Apple's WWDC in Review - the AudioKit takeaway
There are two parts of WWDC that I'm going to write about. The first will be the audio related talks and the impact the new audio developments will have on AudioKit. The second is about the AudioKit people I met at the conference.
There were two audio related talks. What's New in Audio was especially important because the new additions will have immediate impact on AudioKit.
The first thing that we're excited about is AVAudioPlayerNode now has a proper completion handler callback. Previously, the completion handler was called when an audio file completed loading, but now you can specify a callback to occur when a sound has completed playing! We actually built this feature into our AKSamplePlayer node, but now we'll have it with AKAudioPlayer as well.
The major new feature of AVAudioEngine is offline rendering. While AudioKit does use offline rendering already, for its test engine, we had to jump through a lot of hoops to make it work. It also only worked in iOS, not macOS, so our solution was limited. Now, it should be trivial for you to use AudioKit processing to affect files at blazingly fast speeds.

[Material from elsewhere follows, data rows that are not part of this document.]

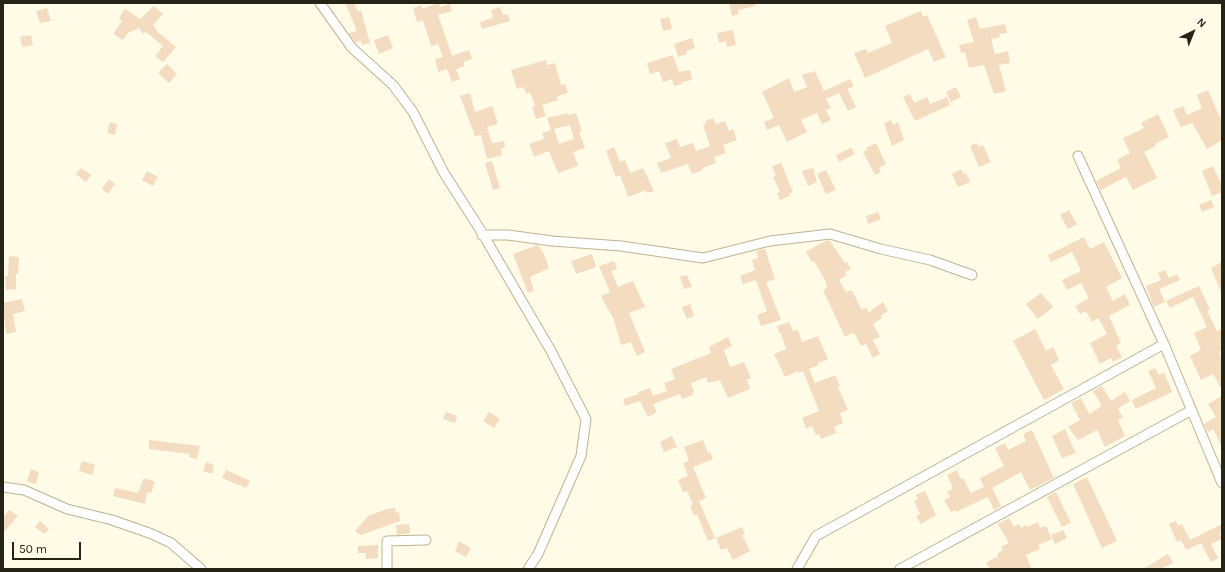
<!DOCTYPE html>
<style>
body{margin:0}
#map{position:relative;width:1225px;height:572px;overflow:hidden;background:#fffbe6;font-family:Karla,sans-serif}
canvas{display:block}
.frame{position:absolute;inset:0;border:4px solid #262317;pointer-events:none}
.north{position:absolute;left:1173px;top:12px;width:40px;height:40px;-webkit-text-stroke:3px #fffbe6;paint-order:stroke;rotate:43deg;font-size:11px;font-weight:700;line-height:16px;text-align:center;color:#262317}
.north::after{content:'';display:block;margin:auto;width:14px;height:18px;background:#262317;clip-path:polygon(50% 0,100% 100%,50% 72%,0 100%)}
.scale{position:absolute;left:12px;top:542px;width:69px;height:18px;box-sizing:border-box;border:2px solid #262317;border-top:0;padding-left:5px;font-size:12px;line-height:14px;white-space:nowrap;color:#262317;-webkit-text-stroke:3px #fffbe6;paint-order:stroke}
</style>
<div id="map">
<canvas width="1225" height="572"></canvas>
<div class="frame"></div>
<div class="north">N</div>
<div class="scale">50 m</div>
</div>
<script>
const ctx = document.querySelector('canvas').getContext('2d');
ctx.lineJoin = 'round';
function fill(path, color) { ctx.fillStyle = color; ctx.fill(path, 'evenodd'); }
const poly = rows => new Path2D(rows.map(r => 'M' + r).join(''));
function stroke(path, color, width, dash) { ctx.strokeStyle = color; ctx.lineWidth = width; ctx.lineCap = dash ? 'butt' : 'round'; ctx.setLineDash(dash || []); ctx.stroke(path); }
fill(poly([
 [345,3,354,3,358,12,361,10,370,43,362,45,361,41,355,42,349,33,357,31],
 [439,3,440,7,450,4,452,11,438,15,452,56,469,50,472,59,463,62,465,66,456,69,460,79,452,82,447,69,438,72,435,59,443,57,438,44,431,46,423,20,417,22,413,8,422,5,422,9],
 [729,3,754,3,755,6,738,10,739,14,732,16],
 [154,6,163,14,153,25,158,32,176,47,163,62,155,56,163,46,146,32,143,34,139,28,128,33,123,40,113,34,122,21,119,18,125,9,140,19],
 [500,7,503,15,508,14,510,21,482,29,480,22,493,18,491,10],
 [47,8,51,21,40,23,36,11],
 [921,11,923,17,927,15,946,57,934,62,928,49,865,78,854,53,866,49,868,53,892,43,885,26],
 [669,17,672,29,663,31,660,19],
 [976,17,980,29,1005,24,1007,33,999,34,1000,37,991,39,995,54,1008,51,1010,63,999,65,1006,91,994,94,984,65,969,68,965,52,961,53,959,45,974,42,967,20],
 [733,30,736,45,727,47,726,41,719,43,717,33],
 [31,35,33,45,22,47,20,37],
 [388,35,393,48,379,54,374,40],
 [692,38,695,48,686,51,687,54,678,57,674,44],
 [673,55,679,72,690,70,692,80,681,82,682,84,674,86,672,79,663,82,659,71,650,74,647,63],
 [546,60,547,65,555,63,561,85,565,84,568,93,557,96,558,100,542,105,546,116,536,119,532,107,535,106,530,92,526,94,524,87,517,89,511,70],
 [167,64,177,74,169,83,158,73],
 [815,71,824,91,850,79,854,86,847,89,856,107,848,111,839,93,826,99,831,108,826,110,831,120,822,124,817,113,801,120,807,132,787,142,779,125,767,130,764,122,774,118,762,92,789,78,794,92,807,87,802,75],
 [956,87,961,97,951,102,946,92],
 [1208,90,1222,122,1222,140,1207,149,1192,123,1181,127,1173,110,1183,106,1187,115,1202,108,1197,95],
 [470,93,475,112,492,106,498,124,487,127,492,143,504,141,505,147,501,149,502,155,487,159,481,135,475,136,460,96],
 [910,94,914,103,927,97,930,104,947,97,950,105,915,121,903,97],
 [567,113,568,115,576,113,582,131,579,132,585,148,573,152,578,166,558,173,549,151,534,157,529,144,544,139,542,133,551,130,547,118],
 [570,125,574,139,559,144,554,129],
 [1158,114,1169,137,1155,144,1156,146,1144,152,1157,178,1133,190,1126,177,1101,190,1096,181,1121,168,1117,160,1130,153,1123,138,1144,128,1141,123],
 [713,118,716,124,725,121,729,131,733,129,737,140,723,145,726,153,714,157,716,163,702,168,703,170,692,174,688,164,661,173,657,163,671,158,665,143,677,139,680,147,693,143,696,151,710,146,703,125,706,124,705,121],
 [891,120,893,125,898,122,904,140,892,146,884,123],
 [110,122,117,124,115,135,107,133],
 [876,143,886,164,879,168,881,172,875,175,863,152,867,150,866,148],
 [977,143,979,147,983,145,991,162,979,167,970,146],
 [614,147,620,162,625,160,630,173,643,168,654,191,647,193,646,190,628,197,620,175,616,177,606,151],
 [851,148,855,154,839,162,836,155],
 [492,161,500,188,493,190,485,163],
 [781,163,793,192,789,194,790,196,780,200,777,193,780,192,773,177,776,176,772,166],
 [1213,166,1222,186,1222,192,1212,196,1202,171],
 [81,168,91,175,86,182,76,174],
 [813,168,817,182,808,186,802,171],
 [961,169,964,174,966,173,970,182,958,187,952,174],
 [826,170,836,190,826,194,817,174],
 [147,171,158,177,153,186,142,180],
 [109,179,115,184,108,194,102,189],
 [1211,200,1214,207,1202,212,1199,205],
 [1069,210,1077,224,1068,229,1060,215],
 [878,212,881,219,868,224,866,216],
 [1084,237,1090,249,1104,242,1122,278,1106,287,1113,301,1125,294,1130,305,1109,316,1121,343,1116,346,1122,357,1113,362,1111,358,1100,364,1090,343,1107,334,1098,318,1092,322,1086,311,1080,314,1075,306,1089,298,1081,283,1067,290,1062,280,1081,271,1072,252,1051,262,1048,255],
 [829,240,845,263,847,262,851,269,845,272,847,275,839,280,846,292,852,290,861,309,867,308,868,313,883,302,888,311,880,316,882,318,873,324,880,337,873,340,880,354,873,358,866,344,861,346,855,334,852,333,845,337,823,290,827,288,825,280,814,261,812,262,806,252,825,241],
 [538,245,544,254,549,268,530,277,534,291,528,293,513,254],
 [765,249,775,279,766,282,781,320,761,326,757,315,767,311,757,283,755,280,743,284,740,276,755,270,752,260,758,258,756,251],
 [592,254,596,267,576,274,571,261],
 [9,256,19,257,18,274,16,274,16,289,6,290,5,276,8,276],
 [614,261,617,269,611,271,618,287,633,281,645,307,629,313,645,352,637,356,631,342,621,345,614,320,601,296,610,292,599,266],
 [1222,262,1222,294,1211,268],
 [1165,270,1169,278,1177,274,1180,280,1159,289,1165,302,1154,307,1146,286,1161,280,1158,273],
 [687,275,692,287,684,289,680,277],
 [1199,286,1210,310,1207,311,1217,331,1222,329,1222,350,1219,352,1222,359,1222,390,1213,374,1201,380,1190,356,1201,350,1194,333,1207,327,1193,297,1170,308,1166,301],
 [1041,293,1053,307,1038,319,1026,304],
 [22,299,25,311,13,314,16,332,6,334,3,303],
 [690,304,694,316,687,319,682,307],
 [789,322,793,331,798,330,802,342,818,336,828,359,818,363,819,365,809,369,815,383,835,375,840,386,838,387,848,410,840,413,843,423,834,427,836,433,821,439,819,434,816,435,812,426,806,429,802,418,819,411,803,371,799,373,798,371,785,377,774,354,786,349,781,333,779,333,777,326],
 [1035,329,1046,351,1053,347,1059,360,1051,365,1064,389,1044,400,1013,341],
 [728,337,732,346,724,350,730,367,744,362,751,378,747,380,750,389,728,398,720,380,708,383,706,377,691,383,694,392,692,393,693,395,682,399,680,394,653,404,657,412,648,417,640,401,625,406,623,399,639,394,638,392,650,388,653,396,667,391,664,383,675,379,671,369,711,353,709,347],
 [1155,368,1159,375,1164,372,1172,392,1136,409,1132,400,1156,388,1148,371],
 [1102,386,1111,401,1125,392,1130,401,1118,408,1123,418,1118,420,1125,436,1105,447,1097,430,1078,440,1068,427,1080,420,1071,403,1081,398,1089,414,1102,406,1093,391],
 [1222,396,1222,447,1213,429,1208,432,1204,424,1216,417,1208,404],
 [446,412,457,416,455,423,443,419],
 [489,412,500,419,494,428,483,421],
 [1065,429,1076,453,1062,458,1052,436],
 [1032,430,1054,478,1030,490,1021,472,992,488,1001,506,994,510,988,497,956,512,955,510,951,512,944,500,950,497,947,492,953,488,947,475,957,470,961,479,963,478,971,493,984,487,980,478,1004,466,995,448,1005,443,1008,450,1026,441,1023,434],
 [672,436,677,447,664,452,660,442],
 [149,440,200,446,197,459,189,457,190,454,149,449],
 [703,440,708,453,710,452,713,459,693,467,706,498,699,501,715,538,708,541,697,514,694,516,690,506,693,504,687,491,683,492,678,480,688,476,683,463,689,461,684,447],
 [82,461,95,465,92,475,79,471],
 [206,462,214,465,212,474,203,471],
 [31,469,39,472,36,484,27,481],
 [226,470,250,481,246,488,222,478],
 [1087,477,1117,541,1102,548,1073,484],
 [144,478,155,482,151,493,147,492,145,504,113,496,115,488,138,493],
 [925,491,936,515,921,524,916,516,920,514,914,501,918,499,916,495],
 [1056,492,1071,523,1062,527,1047,497],
 [395,508,396,513,399,512,400,521,361,535,355,531,368,516,387,509],
 [9,510,18,516,3,533,3,518],
 [1009,518,1014,527,1019,524,1021,528,1026,525,1027,527,1038,522,1040,528,1046,526,1052,539,1038,545,1040,549,1026,555,1032,569,990,569,986,563,998,556,997,554,1003,550,1001,547,1009,543,998,524],
 [40,521,49,529,44,534,35,527],
 [1176,521,1178,526,1182,524,1190,540,1222,524,1222,532,1219,533,1222,539,1211,544,1218,558,1211,562,1201,543,1186,550,1181,540,1177,542,1169,524],
 [409,524,410,533,397,535,396,525],
 [742,527,745,534,742,535,750,551,733,560,727,548,721,550,716,538],
 [1063,530,1067,538,1055,544,1051,535],
 [459,541,471,548,466,557,455,551],
 [378,545,378,558,366,559,366,553,358,553,358,546],
 [1168,554,1173,563,1160,569,1143,569]
]), '#f3dcbf');
const minor = poly([
 [320,3,352,48,393,85,413,112,444,173,481,231,551,351,586,419,581,456,538,554,528,569],
 [1078,156,1164,344,1222,483],
 [482,235,508,235,552,241,621,246,703,258,770,241,830,234,881,249,930,260,972,275],
 [3,487,24,490,67,509,112,520,152,534,171,543,201,569],
 [387,569,387,541,426,540],
 [797,569,816,536,1164,344],
 [900,569,1190,411]
]);
stroke(minor, '#bbb493', 11);
stroke(minor, '#fff', 9);
</script>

A related feature that at first seems almost uninteresting is realtime manual rendering. But, what that should allow us to do is take audio from other sources and process them with AudioKit. One exciting development is that this means we should be able to process streamed audio! We shoud also be able to be able to incorporate other sources of audio through this mechanism as well, which should allow integration with any other audio libraries you may have. Perhaps a speech synthesis engine for example?
The Designing Sound talk was definitely entertaining and it was great to see an engaging talk about audio at the conference. Unfortunately, the talk still conveyed this sense that audio is too special to be handled by just anyone. Audio that was highlighted were recordings, much like Foley sounds. Someday, I hope Apple will have a similar talk about the expressiveness of generated, custom audio, that still sounds amazing, but offers much more embedded information.

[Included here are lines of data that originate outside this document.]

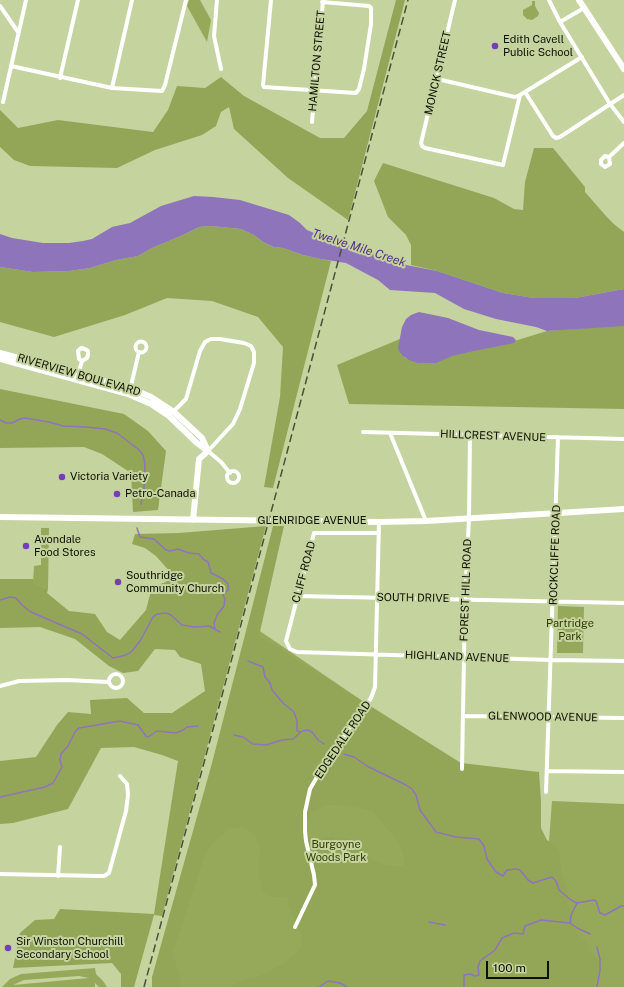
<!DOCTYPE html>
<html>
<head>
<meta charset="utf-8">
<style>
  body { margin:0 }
  #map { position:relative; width:624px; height:987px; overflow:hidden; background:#c5d39f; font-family:"Public Sans",sans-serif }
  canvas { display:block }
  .scale { position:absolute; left:486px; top:961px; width:63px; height:18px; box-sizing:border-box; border:2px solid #0d1101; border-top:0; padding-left:5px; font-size:12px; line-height:14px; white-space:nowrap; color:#0d1101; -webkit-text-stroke:3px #c5d39f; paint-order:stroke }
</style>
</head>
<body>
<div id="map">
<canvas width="624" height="987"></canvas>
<div class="scale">100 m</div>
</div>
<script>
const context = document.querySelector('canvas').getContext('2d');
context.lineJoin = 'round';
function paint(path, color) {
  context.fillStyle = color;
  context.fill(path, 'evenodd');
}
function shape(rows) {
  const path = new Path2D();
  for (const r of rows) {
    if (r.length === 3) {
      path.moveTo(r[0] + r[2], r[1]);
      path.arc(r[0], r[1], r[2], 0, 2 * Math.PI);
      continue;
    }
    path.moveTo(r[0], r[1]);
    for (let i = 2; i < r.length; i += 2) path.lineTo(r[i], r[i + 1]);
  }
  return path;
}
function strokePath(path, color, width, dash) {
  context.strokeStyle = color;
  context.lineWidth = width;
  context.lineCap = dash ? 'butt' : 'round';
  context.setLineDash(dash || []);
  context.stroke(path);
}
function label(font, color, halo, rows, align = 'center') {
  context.font = font + ' "Public Sans",sans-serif';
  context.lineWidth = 4;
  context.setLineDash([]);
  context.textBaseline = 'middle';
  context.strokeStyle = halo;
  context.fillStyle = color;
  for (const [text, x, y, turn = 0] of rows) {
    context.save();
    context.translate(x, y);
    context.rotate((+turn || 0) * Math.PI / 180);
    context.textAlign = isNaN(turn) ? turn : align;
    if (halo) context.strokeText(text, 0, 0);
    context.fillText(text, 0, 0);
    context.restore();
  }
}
const green = shape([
  [189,0,200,0,211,20,207,42,187,6],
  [532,1,535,1,535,6,539,13,538,16,532,20,527,19,523,15,523,10,532,5],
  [41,528,49,528,48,589,33,583,34,566,41,565],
  [558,606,584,607,583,653,557,653],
  [254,627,402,728,521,829,549,841,552,801,624,804,624,987,162,987],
  [95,968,96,974,103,981,107,987,99,987,95,983,95,987,2,987,10,979,21,974],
  [79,976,89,978,13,985,24,980]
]);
const forest = shape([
  [396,0,405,0,348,220,288,178,234,129,229,107,221,112,216,126,202,135,155,150,117,168,30,166,14,160,0,147,0,110,18,128,58,120,153,132,168,110,177,86,205,88,221,77,244,96,320,138,344,138,367,111],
  [534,148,553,148,585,187,585,192,606,216,615,225,624,232,624,289,575,298,534,298,503,293,437,271,411,265,411,245,406,235,388,217,374,181,383,163,494,198,514,209,523,210,525,182],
  [211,226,241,229,254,235,263,242,274,247,283,248,303,255,331,261,273,488,264,487,280,397,283,347,258,317,212,301,167,298,125,315,54,337,0,322,0,267,33,272,69,271,90,268,116,260,138,256,152,248,183,235,199,227],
  [609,326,624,326,624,409,349,404,337,365,400,339,400,349,405,358,411,359,498,346,547,331],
  [0,389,124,414,148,431,166,451,158,510,133,512,131,473,102,454,84,447,0,448],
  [266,526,162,916,154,915,134,987,121,987,121,974,112,963,13,968,20,933,35,920,54,919,60,909,154,914,178,761,162,755,134,747,101,748,68,809,13,823,0,824,0,761,36,757,57,725,68,712,91,714,90,700,127,698,144,713,172,713,205,691,201,664,180,657,175,650,155,649,138,671,123,673,109,666,75,639,40,627,0,628,0,579,33,579,34,583,48,589,47,593,69,611,95,614,107,632,120,640,146,610,152,587,166,582,171,573,156,556,145,548,132,544,135,534,179,533],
  [273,526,284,526,259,636,461,763,539,772,541,801,541,828,548,842,555,845,559,851,562,874,566,886,569,907,574,921,572,925,580,937,587,942,590,953,599,961,598,976,594,987,230,987,239,982,260,976,286,962,301,949,301,935,289,907,287,897,270,897,262,892,259,874,260,848,255,835,243,827,230,828,213,843,205,855,173,952,182,987,152,987,152,977,212,763],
  [327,805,342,805,356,807,373,812,399,842,405,861,403,866,386,865,370,859,356,842,347,838,326,837,316,842,308,839,305,823,311,813]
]);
const water = shape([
  [194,196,213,197,240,200,289,215,300,223,307,230,333,241,362,249,385,259,402,261,406,265,437,271,503,293,534,298,575,298,624,289,624,326,547,331,536,327,496,319,464,309,435,293,390,290,378,280,346,263,321,259,303,255,283,248,274,247,263,242,254,235,241,229,211,226,199,227,183,235,152,248,138,256,116,260,90,268,69,271,33,272,0,267,0,234,12,238,43,243,69,243,83,241,92,239,112,227,130,223,161,206],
  [419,312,448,318,479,330,513,337,516,340,514,343,469,352,452,356,436,363,418,363,409,360,403,356,399,351,398,348,402,327,406,319,411,315]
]);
const stream = shape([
  [0,420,6,423,12,423,20,419,25,418,49,422,63,426,86,427,105,429,117,433,138,449,143,455,145,464,144,489,141,504],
  [137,528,140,537,154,539,166,550,170,551,178,549,189,553,199,554,203,559,208,562,211,573,223,579,228,584,228,590,224,593,223,595,225,599,224,606,217,615,214,623,215,629],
  [0,600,10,597,16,598,23,606,31,612,82,634,113,658,126,655,132,651,140,641,153,617,157,614,166,613,171,615,182,625,194,627,209,626,220,632],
  [248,661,263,667,265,677,270,683,272,690,283,703,294,712,297,721,297,731,301,732],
  [234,735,243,737,253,744,266,745,282,740,293,739,302,731,308,730,312,732,318,740,324,744],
  [344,754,354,757,367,766,406,785,412,789,416,795,420,810,436,832,456,837,479,839,484,846,487,859,496,872,503,876,507,870,516,869,520,870,528,880,533,883,552,877,556,881,559,890,571,900,577,903,594,900,596,901,600,913,605,915,621,906,624,906],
  [0,797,45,787,53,783,62,767,60,760,61,754,68,746,75,732,79,728,120,721,138,725,146,736,148,737,157,731,176,733,183,730,187,727,198,726],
  [429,922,445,925],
  [570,923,577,928,590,934],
  [597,947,600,959,600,970,597,987],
  [319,987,328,981,340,983,347,987],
  [464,987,464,975,470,974,475,976,479,975,478,967,480,961,495,950,502,938,514,933,523,934,525,926,541,920,570,923,571,915,577,903]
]);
const street = shape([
  [217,0,214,36,221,69],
  [271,0,263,85,264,87,356,93,359,89,364,69,371,24,371,8,369,6,322,2],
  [455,0,421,143,422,146,425,148,503,165,520,95],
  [549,0,560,22,610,104,624,122],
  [0,6,18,32],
  [560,22,584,8],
  [11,66,112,88,162,91,165,85,186,0],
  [60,78,78,0],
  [437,79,515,97,520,95,582,57],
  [112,88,132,0],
  [525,92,553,136,556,138,560,137,624,95],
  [3,102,26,0],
  [312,122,323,1],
  [609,157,610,164,605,167,601,164,601,160,605,156,609,157,624,143],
  [141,347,5.5],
  [78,375,82,361,87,358,88,355,88,351,85,349,81,348,78,351,79,359,82,361],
  [130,390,139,352],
  [172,413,186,399,200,351,205,342,211,339,220,339,244,343,251,346,254,352,254,363,240,409,233,424,208,451,221,462,230,473],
  [363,432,624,439],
  [390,433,426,521],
  [233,477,6],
  [379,533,314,533,286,641,290,649,297,652,551,660,624,661],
  [297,596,624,603],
  [116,681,7],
  [0,686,19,681,67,680,108,682],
  [463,716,624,718],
  [462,769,465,599,469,518,470,435],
  [547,771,624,772],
  [546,792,558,437],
  [0,874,100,876,104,876,109,873,126,811,128,795,127,784,120,776],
  [58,876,60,847],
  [295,927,315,885,314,875,306,841,305,831,305,812,310,789,325,763,371,698,375,687,379,522]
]);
const secondary = shape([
  [579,0,624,69],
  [0,353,130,388,151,397,174,412,202,438,208,451],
  [0,359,128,394,151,404,169,416,197,443,206,450],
  [0,517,379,522,426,521,624,509],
  [193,520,199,459,208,451]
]);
const rail = shape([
  [144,987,408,0]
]);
const markers = [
  [495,46,4,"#743fb6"],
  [62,477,4,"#743fb6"],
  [117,494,4,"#743fb6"],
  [26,546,4,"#743fb6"],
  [118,582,4,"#743fb6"],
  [8,948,4,"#743fb6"]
];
const poiNames = [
  ["Edith Cavell",503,40],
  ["Public School",503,53],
  ["Victoria Variety",70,477],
  ["Petro-Canada",125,494],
  ["Avondale",34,540],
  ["Food Stores",34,553],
  ["Southridge",126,576],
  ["Community Church",126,589],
  ["Sir Winston Churchill",16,942],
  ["Secondary School",16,955]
];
const streetNames = [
  ["HAMILTON STREET",317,61,-85],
  ["MONCK STREET",438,73,-77],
  ["RIVERVIEW BOULEVARD",79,375,16],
  ["HILLCREST AVENUE",493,436,2],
  ["GLENRIDGE AVENUE",312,521],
  ["ROCKCLIFFE ROAD",555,555,-88],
  ["CLIFF ROAD",304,572,-75],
  ["FOREST HILL ROAD",466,590,-88],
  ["SOUTH DRIVE",413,598,1],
  ["HIGHLAND AVENUE",457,657,2],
  ["GLENWOOD AVENUE",543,717,1],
  ["EDGEDALE ROAD",343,740,-56]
];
const parkNames = [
  ["Partridge",570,624],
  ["Park",570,637],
  ["Burgoyne",336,845],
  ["Woods Park",336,858]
];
const waterNames = [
  ["Twelve Mile Creek",359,248,18]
];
paint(green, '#96a95a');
paint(forest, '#93a658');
paint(water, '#8e74ba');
strokePath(stream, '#8e74ba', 1.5);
strokePath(street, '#fff', 4);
strokePath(secondary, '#fff', 6);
strokePath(rail, '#4a5135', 1.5, [8, 4]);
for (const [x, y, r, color] of markers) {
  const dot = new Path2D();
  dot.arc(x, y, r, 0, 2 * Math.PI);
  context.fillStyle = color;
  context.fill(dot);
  strokePath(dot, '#c5d39f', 1.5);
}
label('11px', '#0d1101', '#c5d39f', poiNames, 'left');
label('11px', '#0d1101', '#c5d39f', streetNames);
label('11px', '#313c00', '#c5d39f', parkNames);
label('italic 12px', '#542f84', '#c5d39f', waterNames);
</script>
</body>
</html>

Of course, the best part of any good conference is meeting people. AudioKit faithful gathered at Gordon Biersch, including Ryan McLeod, the creator of Blackbox, Marcus Hobbs, AudioKit's resident microtonality expert, Paul Batchelor, creator of Soundpipe and Sporth which are central to AudioKit, Mark Jeschke, creator of DrumKick, and Yaron Karasik, creator of Jam Looper.
I want to specifically highlight Ryan. This year, Ryan won the coveted Apple Design Award for Blackbox. He and I have been collaborating on the most recent version of Blackbox for a few months, but this was the first time we met in person. I'm sure he would have won the award without using AudioKit, but its nice to be part of his software arsenal.
I also want to mention that I didn't even know that Yaron Karasik had released an AudioKit powered app called Jam Looper! This looper sets itself apart with its outstanding UI design, solid feel, and of course, AudioKit effects! Here's a link to download it from the app store. https://itunes.apple.com/us/app/jam-looper-music-maker/id1061465697
In conclusion, its a great time to be alive and be bonded together over this little audio engine called AudioKit. I'm feeling very blessed to have such awesome friends, and really in many ways, you're all a part of my family and I'm thankful for you all. I hope to meet you all again in 2018 with even more AudioKit users at WWDC!